2,000 UK auto industry job cuts highlight bleak outlook | Job losses

The bleak outlook facing Britain’s car industry was underscored by another 2,000 job losses and the worst car sales in May since 1952.

Only 20,000 new cars were registered in May compared to 184,000 in the same month in 2019, the Society of Motor Manufacturers and Traders said. Just over half a million new cars were sold in the first five months of 2020, up from over a million at the same time last year.

Car dealership chain Lookers said it planned to cut 1,500 jobs and close 12 dealerships just days after car showrooms reopened in England, although they remain closed in Scotland, the Country of Wales and Northern Ireland.

The group, which operates 164 car dealerships, said the redundancies were necessary to protect the long-term future of the business and hopes to save £50million a year from job cuts. It currently employs 8,100 people and two-thirds benefit from the government furlough scheme.

The company will soon begin consultations on the redundancies, which will reduce its workforce by almost 20%.

Warwickshire-based luxury carmaker Aston Martin Lagonda also announced 500 redundancies.

SMMT chief executive Mike Hawes said the second month of the auto industry shutdown had a “devastating impact” on the market and described the reopening of dealerships this week as “a watershed moment for the whole of the industry and the thousands of people whose jobs depend on it.Car sales in April fell 97% from 2019 levels.

The new job losses come just days after McLaren announced the cut of 1,200 jobs.

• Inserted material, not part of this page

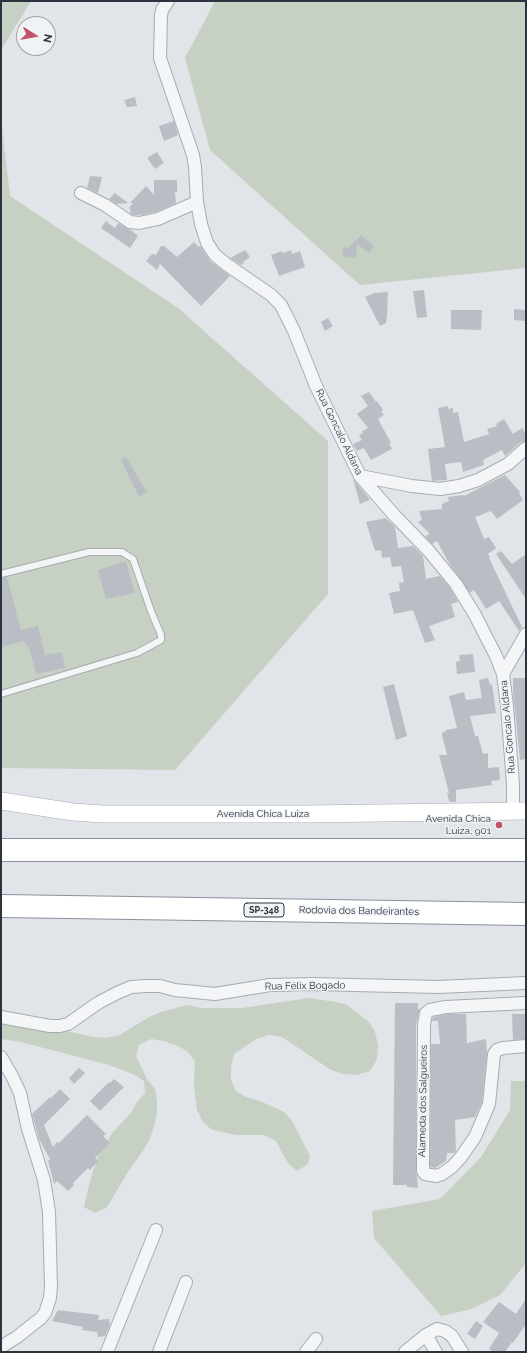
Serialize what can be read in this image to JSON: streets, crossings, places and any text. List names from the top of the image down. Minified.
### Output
{"streets":{"highway":["SP-348","Rodovia dos Bandeirantes"],"main road":["Avenida Chica Luiza"],"street":["Rua Goncalo Aldana","Rua Félix Bogado","Alameda dos Salgueiros"]},"crossings":[["Rua Goncalo Aldana","Avenida Chica Luiza"]],"places":["Avenida Chica Luiza, 901"],"north":"right"}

The dealership closures at Lookers, which sells vehicles for major automakers including Toyota, Ford and Volkswagen, as well as luxury brands like Aston Martin, Bentley and Ferrari, add to the 15 closures announced in November 2019. More will remain. 136 electrical outlets.

Lookers said it took orders for 2,865 new and used cars in the past fortnight, half the number of sales compared to the same period in 2019.

Hawes said early reports from dealers were encouraging, but it’s too early to tell how demand will hold up over the coming weeks and months. He added: “Restarting this market is a crucial first step to spur the recovery of the UK’s critical carmakers and supply chain, and to support the wider economy.”

Aston Martin recently nearly went bankrupt for the eighth time in its 107-year history. The coronavirus pandemic forced it to close 90 per cent of its global dealerships and in May it reported a loss of £119million for the first three months of the year.

The company has since been bailed out by billionaire Lawrence Stroll, who led a £536m bailout deal in March and then injected another £75m to enable the company to battle a cash crunch.

The jobs announcement comes just days after Aston Martin sacked its chief executive, Andy Palmer, as part of a wider overhaul of the board. A Mercedes executive, Tobias Moers, will replace Palmer.

The sports car maker employs a total of some 2,600 people, but union Unite said the threatened losses would fall almost entirely on the Warwickshire factory in Gaydon, which employs around 1,600 people.

Unite regional manager Tim Parker said the job losses would be “a major blow” to the West Midlands economy and supply chain.

“We cannot afford to lose such highly skilled, world-class manufacturing workers,” he added.

He urged the company to seek only voluntary redundancies and the government to provide financial support, and added: “Aston Martin has used the taxpayer-funded job retention scheme to lay off the majority of the workforce. he now plans to scrap a third of Gaydon’s workforce – we think that’s disgusting.

Mark Raban, Managing Director of Looker, said: “We have taken the decision to restructure the size of the group’s dealership fleet to position the business for a sustainable future, which unfortunately involves redundancy consultation with a number of of our colleagues. It was a very difficult decision.

The company has received initial results from an investigation into potential fraud at an operating division of the business, which has delayed the release of its 2019 results.

","isTracking":false,"isMainMedia":false,"source":"The Guardian","sourceDomain":"theguardian.com"}">

The group said an investigation by Grant Thornton accountants had shown the need for it to strengthen certain “behavioral and cultural aspects related to its control environment” and that it was taking steps to address them.